_Saved entries_:

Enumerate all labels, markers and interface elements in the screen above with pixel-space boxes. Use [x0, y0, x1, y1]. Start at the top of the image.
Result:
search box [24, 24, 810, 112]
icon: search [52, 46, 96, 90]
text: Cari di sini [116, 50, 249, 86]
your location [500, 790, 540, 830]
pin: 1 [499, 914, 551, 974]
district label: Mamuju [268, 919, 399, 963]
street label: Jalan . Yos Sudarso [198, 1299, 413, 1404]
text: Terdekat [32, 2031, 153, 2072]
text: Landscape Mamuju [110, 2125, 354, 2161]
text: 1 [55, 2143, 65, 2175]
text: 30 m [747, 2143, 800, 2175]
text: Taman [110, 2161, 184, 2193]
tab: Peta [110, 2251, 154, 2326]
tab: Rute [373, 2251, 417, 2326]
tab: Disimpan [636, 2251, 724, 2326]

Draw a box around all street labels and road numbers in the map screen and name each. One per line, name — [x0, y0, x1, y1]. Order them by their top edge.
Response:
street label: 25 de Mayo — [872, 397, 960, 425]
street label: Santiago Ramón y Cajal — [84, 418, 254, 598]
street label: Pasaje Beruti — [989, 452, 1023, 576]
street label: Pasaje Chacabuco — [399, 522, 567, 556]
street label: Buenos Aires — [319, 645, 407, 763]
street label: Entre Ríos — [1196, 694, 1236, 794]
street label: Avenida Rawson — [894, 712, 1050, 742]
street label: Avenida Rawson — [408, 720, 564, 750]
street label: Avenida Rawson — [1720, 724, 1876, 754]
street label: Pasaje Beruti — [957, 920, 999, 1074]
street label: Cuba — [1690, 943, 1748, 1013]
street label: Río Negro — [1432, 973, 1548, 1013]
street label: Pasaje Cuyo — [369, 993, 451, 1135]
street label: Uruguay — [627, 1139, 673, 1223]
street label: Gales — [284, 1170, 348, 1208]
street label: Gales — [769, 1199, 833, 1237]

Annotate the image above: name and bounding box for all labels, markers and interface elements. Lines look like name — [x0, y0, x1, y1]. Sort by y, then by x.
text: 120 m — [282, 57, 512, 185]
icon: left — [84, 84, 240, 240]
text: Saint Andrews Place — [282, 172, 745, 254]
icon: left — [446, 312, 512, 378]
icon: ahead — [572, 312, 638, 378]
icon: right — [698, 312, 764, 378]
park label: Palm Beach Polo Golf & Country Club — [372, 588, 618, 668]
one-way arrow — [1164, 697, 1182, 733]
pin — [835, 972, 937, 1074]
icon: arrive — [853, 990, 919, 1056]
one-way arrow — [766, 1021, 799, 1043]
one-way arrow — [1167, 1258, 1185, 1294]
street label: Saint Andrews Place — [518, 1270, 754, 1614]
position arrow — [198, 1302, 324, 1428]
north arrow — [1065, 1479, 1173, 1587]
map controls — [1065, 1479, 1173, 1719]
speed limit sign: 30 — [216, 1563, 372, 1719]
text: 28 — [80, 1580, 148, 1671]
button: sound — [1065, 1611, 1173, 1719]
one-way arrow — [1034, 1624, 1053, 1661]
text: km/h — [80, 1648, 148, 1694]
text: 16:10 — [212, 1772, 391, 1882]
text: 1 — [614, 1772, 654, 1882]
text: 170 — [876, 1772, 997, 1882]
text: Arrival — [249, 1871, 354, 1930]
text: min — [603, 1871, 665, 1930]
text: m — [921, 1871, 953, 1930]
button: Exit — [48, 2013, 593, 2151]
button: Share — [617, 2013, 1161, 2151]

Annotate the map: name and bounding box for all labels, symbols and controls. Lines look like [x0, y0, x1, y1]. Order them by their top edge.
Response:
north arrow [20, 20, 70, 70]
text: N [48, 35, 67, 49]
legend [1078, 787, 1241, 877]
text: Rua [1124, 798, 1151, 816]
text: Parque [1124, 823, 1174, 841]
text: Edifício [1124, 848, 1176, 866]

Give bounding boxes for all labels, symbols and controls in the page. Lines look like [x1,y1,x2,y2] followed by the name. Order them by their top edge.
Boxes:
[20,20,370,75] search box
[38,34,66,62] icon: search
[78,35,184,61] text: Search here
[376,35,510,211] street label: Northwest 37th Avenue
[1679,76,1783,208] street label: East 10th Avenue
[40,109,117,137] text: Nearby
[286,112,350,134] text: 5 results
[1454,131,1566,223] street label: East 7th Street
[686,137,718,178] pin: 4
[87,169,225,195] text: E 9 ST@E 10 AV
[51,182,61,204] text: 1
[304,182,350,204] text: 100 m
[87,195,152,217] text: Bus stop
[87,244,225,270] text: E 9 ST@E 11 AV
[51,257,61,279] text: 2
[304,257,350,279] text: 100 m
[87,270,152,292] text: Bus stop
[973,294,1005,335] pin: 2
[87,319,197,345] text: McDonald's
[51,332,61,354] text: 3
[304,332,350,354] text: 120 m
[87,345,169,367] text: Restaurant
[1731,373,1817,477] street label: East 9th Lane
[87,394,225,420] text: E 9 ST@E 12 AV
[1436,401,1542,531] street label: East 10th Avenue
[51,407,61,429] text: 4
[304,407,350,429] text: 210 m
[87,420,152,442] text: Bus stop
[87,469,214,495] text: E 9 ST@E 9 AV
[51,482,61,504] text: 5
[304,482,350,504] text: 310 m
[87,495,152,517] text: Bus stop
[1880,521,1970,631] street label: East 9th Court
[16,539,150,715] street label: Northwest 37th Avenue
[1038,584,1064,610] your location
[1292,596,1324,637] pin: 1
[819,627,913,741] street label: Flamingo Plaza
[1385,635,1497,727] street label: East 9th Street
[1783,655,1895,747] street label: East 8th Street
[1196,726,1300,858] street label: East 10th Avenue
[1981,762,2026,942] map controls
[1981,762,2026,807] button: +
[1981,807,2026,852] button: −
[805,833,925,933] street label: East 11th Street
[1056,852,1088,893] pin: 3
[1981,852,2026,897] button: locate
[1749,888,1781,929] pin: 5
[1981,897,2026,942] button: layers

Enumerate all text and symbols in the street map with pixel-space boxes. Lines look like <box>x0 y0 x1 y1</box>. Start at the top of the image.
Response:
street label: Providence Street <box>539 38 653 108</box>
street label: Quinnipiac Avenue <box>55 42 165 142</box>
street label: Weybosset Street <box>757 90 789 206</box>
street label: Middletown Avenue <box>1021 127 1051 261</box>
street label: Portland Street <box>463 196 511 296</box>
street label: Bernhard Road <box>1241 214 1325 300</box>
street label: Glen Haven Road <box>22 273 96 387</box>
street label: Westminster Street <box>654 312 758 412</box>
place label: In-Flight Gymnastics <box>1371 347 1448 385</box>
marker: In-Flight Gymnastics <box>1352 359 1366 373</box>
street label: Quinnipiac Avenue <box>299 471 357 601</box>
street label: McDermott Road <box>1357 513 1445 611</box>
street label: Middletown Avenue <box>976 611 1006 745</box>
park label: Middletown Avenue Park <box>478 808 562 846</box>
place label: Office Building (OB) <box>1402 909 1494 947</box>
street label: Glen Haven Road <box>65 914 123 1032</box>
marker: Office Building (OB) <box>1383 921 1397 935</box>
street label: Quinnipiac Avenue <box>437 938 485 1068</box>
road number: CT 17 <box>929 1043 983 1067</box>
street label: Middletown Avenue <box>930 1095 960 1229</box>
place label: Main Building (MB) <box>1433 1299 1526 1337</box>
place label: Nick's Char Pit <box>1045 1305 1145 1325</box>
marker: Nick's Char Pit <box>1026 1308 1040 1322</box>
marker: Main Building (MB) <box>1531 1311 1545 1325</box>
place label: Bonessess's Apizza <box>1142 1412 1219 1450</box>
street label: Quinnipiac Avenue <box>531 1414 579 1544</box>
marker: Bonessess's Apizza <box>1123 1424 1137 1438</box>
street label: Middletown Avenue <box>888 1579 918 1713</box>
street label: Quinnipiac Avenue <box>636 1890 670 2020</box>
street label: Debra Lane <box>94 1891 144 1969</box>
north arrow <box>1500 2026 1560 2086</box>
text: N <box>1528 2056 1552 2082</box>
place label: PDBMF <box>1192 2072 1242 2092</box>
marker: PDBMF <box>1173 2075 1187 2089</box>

_What is needed_:
Find the word "them" in the entries above. Copy every line that has it.

_Task solution_:
Draw a box around all street labels and road numbers in the map screen and name each. One per line, name — [x0, y0, x1, y1]. Order them by their top edge.
Annotate the map: name and bounding box for all labels, symbols and controls. Lines look like [x0, y0, x1, y1]. Order them by their top edge.
Give bounding boxes for all labels, symbols and controls in the page. Lines look like [x1,y1,x2,y2] followed by the name. Order them by their top edge.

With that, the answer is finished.